Over the past few weeks, I've been discussing the innovation problem America faces and its various points of origin, from our education system to government initiatives. Obviously, there are many factors that determine how innovative our nation is overall, but since the private sector is usually where innovative ideas come to fruition and make it to a wider market, it’s worth focusing on in depth. The majority of American workers are employed by private companies, meaning that the wealth of our collective intellect resides in the private sector.
Our markets still have the potential to be as dynamic and forward-looking as any in the world, but there are a number of barriers – both tangible and cultural – that seem to have grown larger over the last few decades. The economy is possibly more competitive than ever, which has given rise to more short-term thinking and less truly groundbreaking innovation – because that kind of innovation takes time and investment even when you can’t necessarily see the upside immediately.
The economy is more competitive than ever which has given rise to short-term thinking and less breakthrough innovation
Innovation can take on many forms. But truly groundbreaking ideas, regardless of their industry, usually have one need in common: the ability to research their possibilities.
Many entrepreneurs have a general background in their ideas, but lack the practical means and expertise to bring them through a research and development phase. That's why cooperation with others, such as universities, is so important. Unfortunately, private companies often run into serious issues when initiating this type of cooperation.
Most importantly, according to a Dartmouth study, intellectual property rights are a contentious issue in most of these types of research joint ventures (RJV):
(Intellectual Property) is often a stumbling block for collaborations because many universities want to publish results prior to IP protection, and sometimes will not grant exclusivity of results.
Conflicting goals in the research too often result in the failure of the relationship, which will falter as the stakeholders seek to push through their objectives. Combine that with the amount of red tape required for a successful RJV, and the private sector's hesitancy to partner with universities becomes evident.
Interestingly, however, the Dartmouth study also concluded that “the longer the expected duration of the research project, the less likely it is that either party will face an insurmountable IP barrier.” This means that when both parties go into a joint venture expecting that the project will happen over a long period, they’re more likely to be able to work through any IP issues that arise.
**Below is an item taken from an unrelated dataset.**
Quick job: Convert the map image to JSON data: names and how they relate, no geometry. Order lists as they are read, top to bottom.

Too often, however, IP barriers prevent projects from even starting.
Short-Term Approach: A Problematic Mentality
One commenter emailed me after the publication of the first post in this series, and brought up many issues he feels plague the U.S. business mentality, preventing real innovation in favor of short-term thinking. This commenter talked about a very promising young analyst he knew who simply needed a stronger technical toolset to rise in the hierarchy – but to get that toolset, he would have to quit his job and get more education on his own dime.
In a previous era, companies like IBM or GE would invest heavily in training high-potential young future stars…Along the way, these companies would also reinforce the types of humane values which, in another era, used to define America's true leadership ethos…
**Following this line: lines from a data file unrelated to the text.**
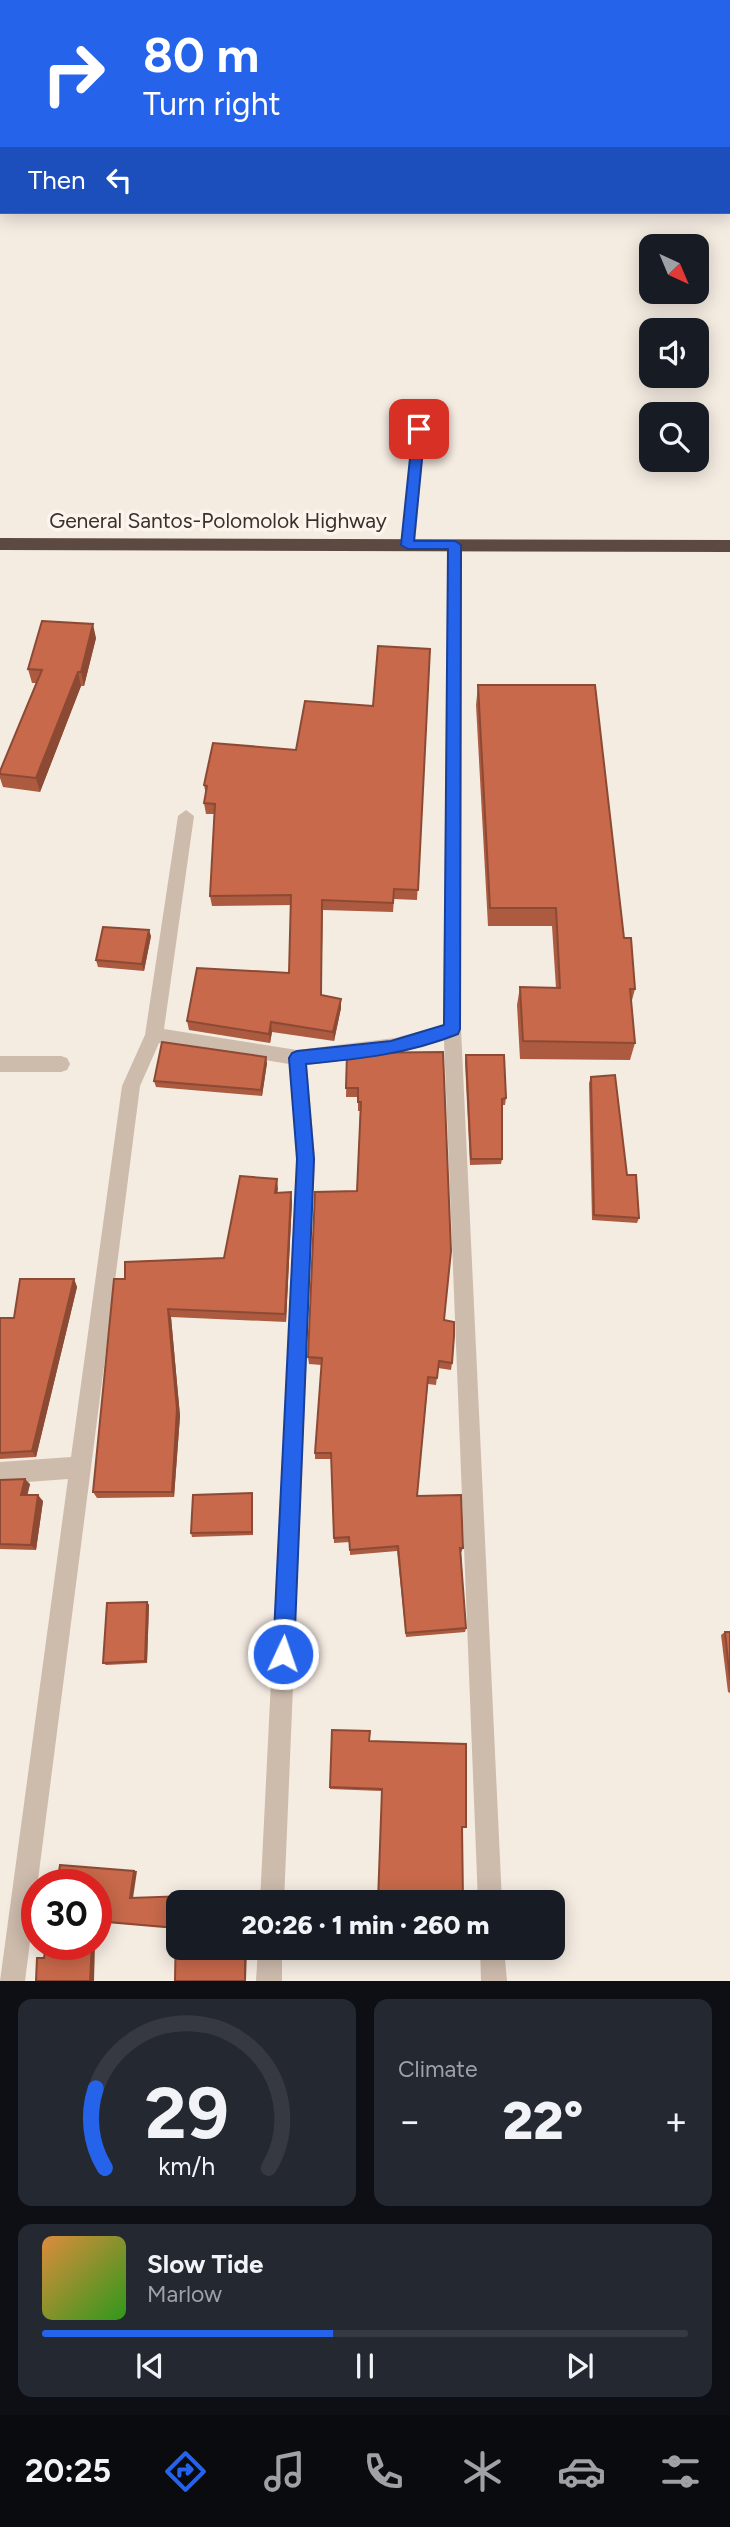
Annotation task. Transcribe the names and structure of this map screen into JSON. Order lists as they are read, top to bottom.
{
  "streets": {
    "highway": ["General Santos-Polomolok Highway"]
  },
  "north": "bottom right",
  "page": {
    "turn": ["80 m", "Turn right"],
    "then": "Then",
    "limit": "30",
    "trip": "20:26 · 1 min · 260 m",
    "tile": "Climate",
    "heat": ["−", "22°", "+"],
    "song": ["Slow Tide", "Marlow"],
    "tabs": "20:25",
    "gauge": ["29", "km/h"]
  }
}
We talk endlessly about ROI, but cannot grasp that the most important investment, the one with the highest ROI, is in our people's ability to think deeply, evaluate ideas, and assess the value of things rather than merely process information or bang out code.
Essentially, due to the highly competitive nature of our economy, especially after the recession, businesses are taking fewer risks on promising young talent that may simply need time, mentorship, and training to reach their full potential. Long-term human development has fallen by the wayside in favor of hiring employees who can simply “get the job done” right now.
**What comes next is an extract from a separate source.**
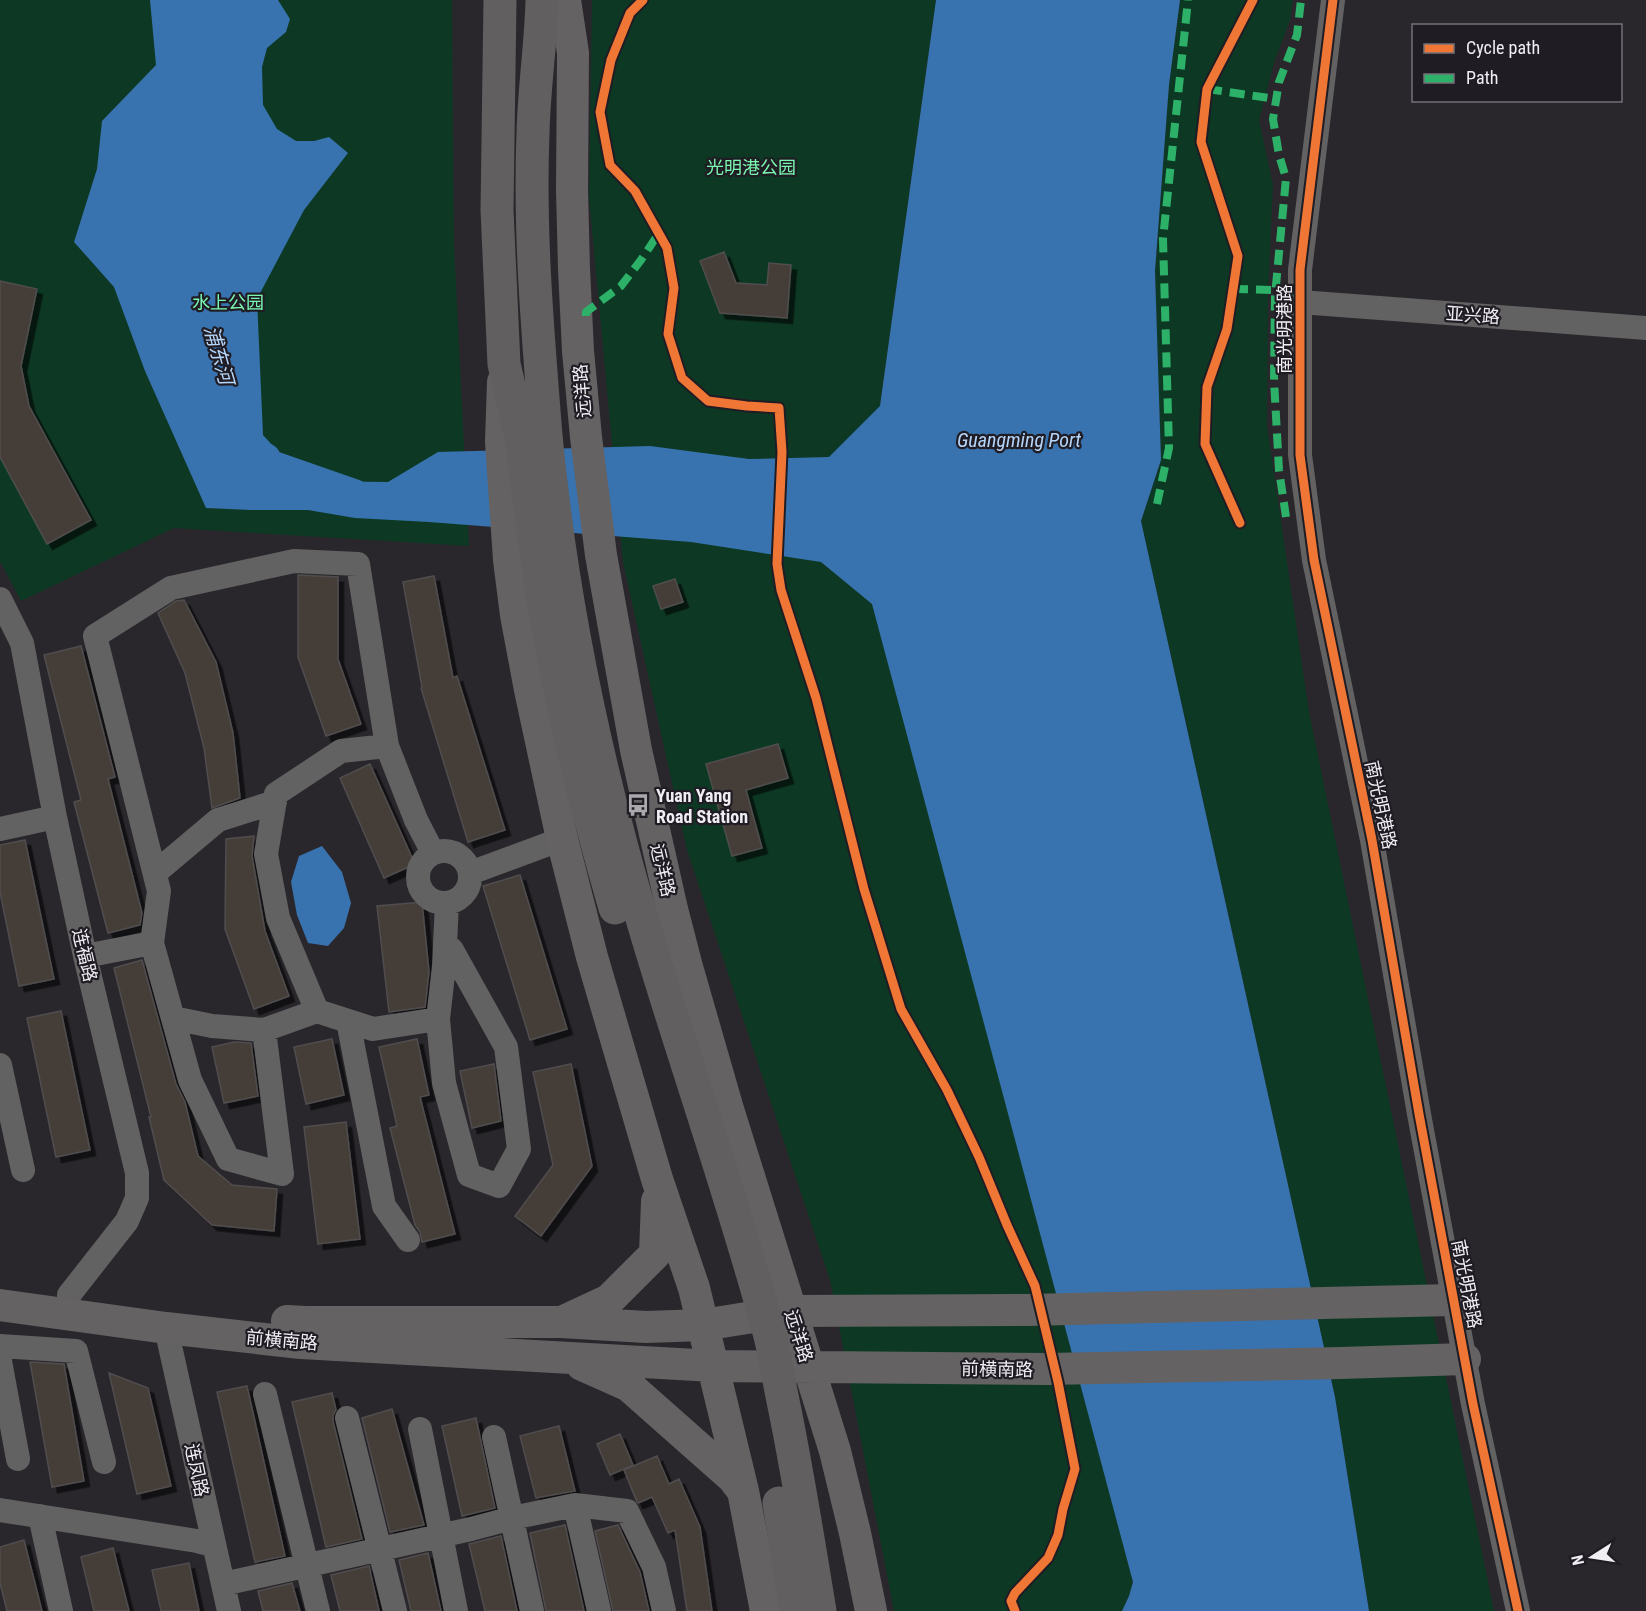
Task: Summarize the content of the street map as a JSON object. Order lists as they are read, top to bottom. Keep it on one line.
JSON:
{"streets":{"main road":["远洋路","前横南路"],"street":["亚兴路","南光明港路","连福路","连凤路"]},"crossings":[["亚兴路","南光明港路"],["南光明港路","前横南路"],["远洋路","前横南路"],["连福路","前横南路"],["前横南路","连凤路"]],"water":["浦东河","Guangming Port"],"parks":["光明港公园","水上公园"],"places":{"bus stop":["Yuan Yang Road Station"]},"legend":["Cycle path","Path"],"north":"left"}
Here is what Nobel Prize winner Edmund S. Phelps has to say about the subject:
A return to the productivity growth and broad economic inclusion of the past will require nothing less than a revival of the high dynamism that underpinned that performance…
It is necessary to put an end to the short-term thinking that unduly focuses on hitting quarterly earnings targets instead of aiming for long-range profitability and growth… It is (also) necessary to put an end to infighting in established companies and the shortsightedness of chief executives who know they have only a few years in which to haul in some big bonuses.
Our entire financial system is to blame. Former Twitter CEO Dick Costolo put it this way when he stepped down from the company earlier this year:
You always want to keep focused on the long-term vision, yet when you go public you're on a 90-day cadence and there's a very public voting machine of the stock price that accelerates that short term thinking.
Short-sighted thinking, in other words, with more emphasis on quarterly and annual earnings than long-term innovation and growth, may be the single biggest issue hampering the private sector's role in American innovation. This kind of cultural issue is perhaps more difficult to address than any other aspect of America’s innovation problem, but surely among the most important.